At historic Belgian Catholic university, pope hears pleas for women’s ordination, LGBTQ acceptance

By Christopher White, 30 September 2024
Pope Francis is welcomed to the Catholic University of Leuven (KU Lueven) to meet with University Professors. Image: Vatican Media

 

During a Sept. 27 visit to one of the Catholic Church’s most storied universities, Pope Francis heard pleas for the church to reconsider its stance against the ordination of women, become more welcoming to LGBTQ people and have a deeper reckoning with its history of clergy abuse and cover-up.

“Why do we tolerate this considerable gap between men and women in a church that is so often carried on the shoulders of women?” asked Luc Sels, rector of the Catholic University of Leuven (KU Lueven). “Would the church not be a warmer community if there was a prominent place for women, including in the priesthood?”
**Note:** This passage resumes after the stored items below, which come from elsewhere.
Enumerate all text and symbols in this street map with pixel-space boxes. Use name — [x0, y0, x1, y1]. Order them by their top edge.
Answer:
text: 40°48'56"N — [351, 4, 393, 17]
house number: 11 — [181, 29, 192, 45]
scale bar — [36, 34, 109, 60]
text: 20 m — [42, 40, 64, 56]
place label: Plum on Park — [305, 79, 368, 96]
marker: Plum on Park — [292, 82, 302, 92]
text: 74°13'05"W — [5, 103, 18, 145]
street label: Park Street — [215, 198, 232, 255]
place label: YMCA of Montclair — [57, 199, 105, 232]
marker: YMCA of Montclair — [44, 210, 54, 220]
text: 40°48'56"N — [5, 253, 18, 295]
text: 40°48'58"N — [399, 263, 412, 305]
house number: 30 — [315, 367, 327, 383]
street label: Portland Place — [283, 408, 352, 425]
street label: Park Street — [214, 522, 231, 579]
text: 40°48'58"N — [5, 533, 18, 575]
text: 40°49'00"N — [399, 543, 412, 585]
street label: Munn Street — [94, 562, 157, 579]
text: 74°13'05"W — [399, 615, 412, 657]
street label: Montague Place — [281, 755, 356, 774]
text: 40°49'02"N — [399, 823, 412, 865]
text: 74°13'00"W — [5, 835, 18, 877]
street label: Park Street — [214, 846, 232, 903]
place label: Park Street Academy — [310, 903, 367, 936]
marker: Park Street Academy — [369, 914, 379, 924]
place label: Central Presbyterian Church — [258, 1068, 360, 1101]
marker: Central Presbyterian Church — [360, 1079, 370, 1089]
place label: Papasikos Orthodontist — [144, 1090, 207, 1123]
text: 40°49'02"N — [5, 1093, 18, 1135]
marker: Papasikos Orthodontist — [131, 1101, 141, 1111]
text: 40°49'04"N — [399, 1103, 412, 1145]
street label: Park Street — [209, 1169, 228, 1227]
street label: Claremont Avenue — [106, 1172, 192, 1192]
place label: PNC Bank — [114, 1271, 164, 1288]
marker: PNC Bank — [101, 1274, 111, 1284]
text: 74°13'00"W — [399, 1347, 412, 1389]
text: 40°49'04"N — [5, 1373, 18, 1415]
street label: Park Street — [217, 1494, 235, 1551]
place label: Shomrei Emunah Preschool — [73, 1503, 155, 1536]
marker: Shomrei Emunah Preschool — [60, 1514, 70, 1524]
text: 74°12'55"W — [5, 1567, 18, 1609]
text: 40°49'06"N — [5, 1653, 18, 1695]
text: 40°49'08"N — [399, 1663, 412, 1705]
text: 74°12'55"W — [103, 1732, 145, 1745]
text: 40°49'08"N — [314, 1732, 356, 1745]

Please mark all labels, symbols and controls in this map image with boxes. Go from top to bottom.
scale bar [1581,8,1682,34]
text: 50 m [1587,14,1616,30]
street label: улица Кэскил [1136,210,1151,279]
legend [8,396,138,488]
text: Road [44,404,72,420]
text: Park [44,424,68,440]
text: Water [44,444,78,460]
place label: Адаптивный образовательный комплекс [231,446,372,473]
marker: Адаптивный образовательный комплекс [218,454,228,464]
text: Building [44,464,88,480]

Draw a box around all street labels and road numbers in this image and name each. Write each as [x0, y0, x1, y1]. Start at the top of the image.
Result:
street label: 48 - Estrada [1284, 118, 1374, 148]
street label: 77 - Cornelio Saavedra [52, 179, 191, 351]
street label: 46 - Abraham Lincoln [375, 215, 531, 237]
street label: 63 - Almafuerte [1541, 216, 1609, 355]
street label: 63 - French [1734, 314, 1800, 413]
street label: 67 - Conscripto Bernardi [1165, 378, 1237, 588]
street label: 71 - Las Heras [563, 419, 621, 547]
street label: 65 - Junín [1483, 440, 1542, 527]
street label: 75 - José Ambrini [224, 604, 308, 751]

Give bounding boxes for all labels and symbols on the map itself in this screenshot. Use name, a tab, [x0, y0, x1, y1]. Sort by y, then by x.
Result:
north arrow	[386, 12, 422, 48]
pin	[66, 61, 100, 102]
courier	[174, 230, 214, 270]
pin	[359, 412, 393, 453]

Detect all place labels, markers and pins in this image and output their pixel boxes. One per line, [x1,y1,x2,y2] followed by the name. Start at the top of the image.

Sels’ candid remarks — in the presence of the pope and on a campus of a leading Catholic research university — came during a visit by Francis to celebrate the 600th anniversary of Leuven’s founding, which will be in 2025.

While the rector’s challenge was not as direct as that of Mercy Sr. Theresa Kane’s historic 1979 demand to Pope John Paul II that women be “included in all the ministries of our church,” it marked a rare occasion where the head of the Catholic Church was directly confronted over doctrine inside one of its own institutions.